Friday 31 October 2014

Coming to grips with workplace diversity

That no two individuals are similar, is stating the evident. At a workplace, the dissimilarities may be there by way of religious denomination, personality type, culture, race, social standing, educational exposure and even outlook. To be able to manage such workplace diversity is an essential prerequisite of any leader, irrespective at the level he or she is operating. It is an established fact that mixt and diverse groups are more adept at examining any matter judiciously and offering better resolutions to difficult issues. Therefore, in the true sense, workplace diversity is a significant tool for the management of any successful venture.
The aim of workplace diversity should be to bring together various social and ethnic differences on a common plane to create an all-embracing discerning group. In a larger context, this would imply a presence of individuals irrespective of their upbringings, personal history and social class. It should never be forgotten that it is the headship that goes to make an organisation. Therefore, healthy and unblemished leadership skills give a boost to positive interfaces and collaborations across varied cultural assemblages. Besides facilitating arrival at better judgments and resolution of crisis situations, workplace diversity also helps in generating superior ingenuity and inventiveness. The net outcome is that organisational productivity in all spheres of activity stands enhanced.
An organisation that is disposed to adopting a culturally inclusive workplace atmosphere is often faced with the issue of how to integrate people from diverse cultural consortia.
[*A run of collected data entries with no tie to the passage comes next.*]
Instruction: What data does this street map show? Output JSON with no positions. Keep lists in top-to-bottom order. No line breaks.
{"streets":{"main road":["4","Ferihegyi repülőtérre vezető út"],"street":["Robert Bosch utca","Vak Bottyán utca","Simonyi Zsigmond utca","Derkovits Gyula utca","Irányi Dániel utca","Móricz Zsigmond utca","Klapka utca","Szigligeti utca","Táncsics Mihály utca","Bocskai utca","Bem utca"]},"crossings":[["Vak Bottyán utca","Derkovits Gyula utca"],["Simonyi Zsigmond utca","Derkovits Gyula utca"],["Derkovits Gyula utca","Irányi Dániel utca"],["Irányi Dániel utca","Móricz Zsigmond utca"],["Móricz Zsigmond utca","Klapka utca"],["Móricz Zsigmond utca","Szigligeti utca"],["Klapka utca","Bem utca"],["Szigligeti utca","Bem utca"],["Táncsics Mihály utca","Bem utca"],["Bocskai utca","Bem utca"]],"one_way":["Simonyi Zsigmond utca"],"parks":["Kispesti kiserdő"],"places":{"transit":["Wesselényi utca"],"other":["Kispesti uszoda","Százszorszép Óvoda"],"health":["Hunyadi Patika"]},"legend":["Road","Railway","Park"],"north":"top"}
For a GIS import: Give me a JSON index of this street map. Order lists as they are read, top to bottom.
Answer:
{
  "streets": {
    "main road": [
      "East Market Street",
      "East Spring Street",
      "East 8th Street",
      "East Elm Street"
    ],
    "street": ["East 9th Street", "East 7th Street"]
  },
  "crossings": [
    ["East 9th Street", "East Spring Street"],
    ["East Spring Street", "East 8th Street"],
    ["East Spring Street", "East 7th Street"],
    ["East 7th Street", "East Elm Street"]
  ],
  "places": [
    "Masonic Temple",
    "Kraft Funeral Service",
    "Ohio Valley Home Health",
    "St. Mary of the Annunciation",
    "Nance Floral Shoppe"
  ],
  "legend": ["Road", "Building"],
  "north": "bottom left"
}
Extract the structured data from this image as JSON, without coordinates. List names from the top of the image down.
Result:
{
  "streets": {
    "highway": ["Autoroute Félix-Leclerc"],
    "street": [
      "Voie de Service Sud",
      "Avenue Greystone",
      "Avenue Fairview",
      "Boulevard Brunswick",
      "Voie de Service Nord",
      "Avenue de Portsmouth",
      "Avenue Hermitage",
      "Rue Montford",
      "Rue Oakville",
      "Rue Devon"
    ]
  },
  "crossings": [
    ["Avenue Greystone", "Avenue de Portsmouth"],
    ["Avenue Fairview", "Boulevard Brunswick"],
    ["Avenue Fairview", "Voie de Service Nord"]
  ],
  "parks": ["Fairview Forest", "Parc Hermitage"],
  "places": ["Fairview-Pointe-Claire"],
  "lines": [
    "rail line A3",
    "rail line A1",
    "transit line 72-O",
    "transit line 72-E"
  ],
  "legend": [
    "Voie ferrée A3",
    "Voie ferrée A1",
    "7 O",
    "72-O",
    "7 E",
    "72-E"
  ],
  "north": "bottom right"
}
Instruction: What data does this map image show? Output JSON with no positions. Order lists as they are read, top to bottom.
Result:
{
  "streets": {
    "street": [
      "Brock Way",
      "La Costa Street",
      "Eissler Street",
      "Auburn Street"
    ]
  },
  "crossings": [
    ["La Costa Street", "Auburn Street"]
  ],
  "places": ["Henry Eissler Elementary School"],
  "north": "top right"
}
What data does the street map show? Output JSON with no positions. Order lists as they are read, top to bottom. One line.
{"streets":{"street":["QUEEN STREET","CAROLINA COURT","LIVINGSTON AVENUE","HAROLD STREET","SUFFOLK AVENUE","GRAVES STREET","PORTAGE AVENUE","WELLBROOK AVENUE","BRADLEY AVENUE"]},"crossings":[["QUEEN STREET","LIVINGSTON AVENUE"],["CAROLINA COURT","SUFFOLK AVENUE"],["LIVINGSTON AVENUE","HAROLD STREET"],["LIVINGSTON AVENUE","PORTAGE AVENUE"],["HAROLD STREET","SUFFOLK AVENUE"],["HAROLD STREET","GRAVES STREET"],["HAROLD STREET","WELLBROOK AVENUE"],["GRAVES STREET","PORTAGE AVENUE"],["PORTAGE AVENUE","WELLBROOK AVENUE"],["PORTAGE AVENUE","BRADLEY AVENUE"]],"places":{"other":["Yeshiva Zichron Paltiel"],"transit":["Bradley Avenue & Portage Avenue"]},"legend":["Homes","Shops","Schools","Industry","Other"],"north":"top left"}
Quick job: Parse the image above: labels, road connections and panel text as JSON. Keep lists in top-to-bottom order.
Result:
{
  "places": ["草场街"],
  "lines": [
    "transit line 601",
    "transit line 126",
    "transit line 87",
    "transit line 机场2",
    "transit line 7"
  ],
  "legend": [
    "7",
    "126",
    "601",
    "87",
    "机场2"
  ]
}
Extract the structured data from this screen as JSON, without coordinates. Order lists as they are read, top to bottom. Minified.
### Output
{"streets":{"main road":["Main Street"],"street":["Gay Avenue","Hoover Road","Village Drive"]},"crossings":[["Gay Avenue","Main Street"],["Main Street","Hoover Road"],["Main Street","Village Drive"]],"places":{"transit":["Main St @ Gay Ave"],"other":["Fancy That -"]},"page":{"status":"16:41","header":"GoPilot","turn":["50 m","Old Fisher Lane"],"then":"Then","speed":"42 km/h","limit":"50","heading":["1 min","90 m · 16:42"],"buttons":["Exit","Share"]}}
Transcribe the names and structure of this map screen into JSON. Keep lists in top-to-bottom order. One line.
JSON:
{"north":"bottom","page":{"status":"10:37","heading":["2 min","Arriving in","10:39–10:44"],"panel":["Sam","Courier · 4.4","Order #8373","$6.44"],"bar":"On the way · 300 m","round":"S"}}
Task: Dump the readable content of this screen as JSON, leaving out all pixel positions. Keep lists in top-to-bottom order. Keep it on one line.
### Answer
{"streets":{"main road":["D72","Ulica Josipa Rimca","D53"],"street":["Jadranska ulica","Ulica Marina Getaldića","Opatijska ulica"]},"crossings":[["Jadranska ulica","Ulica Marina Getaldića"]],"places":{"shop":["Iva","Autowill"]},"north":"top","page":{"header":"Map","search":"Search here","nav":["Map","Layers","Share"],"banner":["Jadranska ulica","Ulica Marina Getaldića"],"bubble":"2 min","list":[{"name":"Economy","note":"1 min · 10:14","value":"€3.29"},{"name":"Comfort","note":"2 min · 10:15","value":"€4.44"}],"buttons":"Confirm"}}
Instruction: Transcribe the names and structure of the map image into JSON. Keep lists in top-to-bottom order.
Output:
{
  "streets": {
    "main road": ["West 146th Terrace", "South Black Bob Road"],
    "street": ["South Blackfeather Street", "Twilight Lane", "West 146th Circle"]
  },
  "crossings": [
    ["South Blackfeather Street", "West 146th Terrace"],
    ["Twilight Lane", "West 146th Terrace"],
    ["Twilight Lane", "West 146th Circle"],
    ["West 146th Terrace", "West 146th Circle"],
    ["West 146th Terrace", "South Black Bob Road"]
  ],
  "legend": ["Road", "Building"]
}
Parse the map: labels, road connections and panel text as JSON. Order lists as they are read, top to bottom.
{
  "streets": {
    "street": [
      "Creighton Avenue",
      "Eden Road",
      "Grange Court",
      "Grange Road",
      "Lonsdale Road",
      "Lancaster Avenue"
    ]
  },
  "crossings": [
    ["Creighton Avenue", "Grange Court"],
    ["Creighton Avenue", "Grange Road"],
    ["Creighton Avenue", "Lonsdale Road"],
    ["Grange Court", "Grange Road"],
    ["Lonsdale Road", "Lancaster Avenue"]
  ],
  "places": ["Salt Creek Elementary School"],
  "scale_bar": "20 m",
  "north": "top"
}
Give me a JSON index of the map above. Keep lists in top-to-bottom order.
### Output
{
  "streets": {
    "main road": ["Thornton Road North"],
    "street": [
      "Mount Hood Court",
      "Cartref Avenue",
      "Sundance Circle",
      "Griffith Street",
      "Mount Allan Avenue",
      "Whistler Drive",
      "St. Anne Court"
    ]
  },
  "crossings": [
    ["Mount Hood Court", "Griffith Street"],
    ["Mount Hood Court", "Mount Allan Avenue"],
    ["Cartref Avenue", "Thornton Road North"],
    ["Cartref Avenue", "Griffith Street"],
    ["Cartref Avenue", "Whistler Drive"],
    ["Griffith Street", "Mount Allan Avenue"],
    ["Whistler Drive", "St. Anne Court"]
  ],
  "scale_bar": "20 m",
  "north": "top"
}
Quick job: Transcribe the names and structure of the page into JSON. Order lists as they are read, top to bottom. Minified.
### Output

The entire exercise can be rather complex because different groups and their dogmata generally end up serving the authoritarian pecking order of establishments. Under such circumstances, it is essential that besides appropriate superintendence, moral and conceptual advising is resorted to. Any communication will always have the peril of misunderstanding attached to it unless there are bars of fairness and impartiality instituted that set specified criterions. In the light of the foregoing, an organisation has no option but to devise policies that place in order the views of their side-lined staff to ensure that nobody feels or appears to be a square peg in a round hole. A company that subscribes to the tenet of harmony despite assortment will invariably have a bright future. The importance of systematising and upholding workplace diversity thus needs no emphasis.
It also needs to be acknowledged that differences will persist come what may and any conclusion that they have been eliminated will be rather presumptuous. It will always be apt to acclaim and rejoice in such differences; any move to buoy up display of such diversity will pay rich dividends. The value of any employee stems more from his ethnicity rather than any other factor and hence it is of no use compartmentalising them.  
An impartial action and an unvarying action are two different things; and only one can be used to address the issue of workplace diversity. If you think that by dealing with everybody equivalently, there will be no problems, you are sadly mistaken. Instead, you should treat every single person objectively by paying due regards to the differences that go in to make whosoever he or she actually is. Any insensitivity towards an individual or his beliefs, howsoever trivial it may be, is bound to give birth to some sort of an umbrage and generate sentiments of being isolated.  
Like charity, management of workplace diversity also starts from you. You should pay special attention to oversee your own outlook and conduct. It is your self-awareness that will go a long way in cultivating and promoting a safe and sound; alive and well; and unbiased workplace environment, particularly when diversity in various forms abounds. If you find that somebody is advertently or inadvertently not coming up to the rules of the game, it is necessary that he or she be appraised appropriately and at the earliest. The bottom line of functioning is that there has to be no disregard to ideas and no discrimination in the allocation of tasks that may stem up based on prevalent diversities.
If any diversity linked issue comes to your knowledge, there is no harm in talking it straightforwardly with the employees. But that would need to be done in a non-argumentative, non-aggressive and non-provocative manner. Motivating employees to work with others hailing from different backgrounds or denominations and encouraging them to understand divergent viewpoints will go a long way in promoting an atmosphere of amity.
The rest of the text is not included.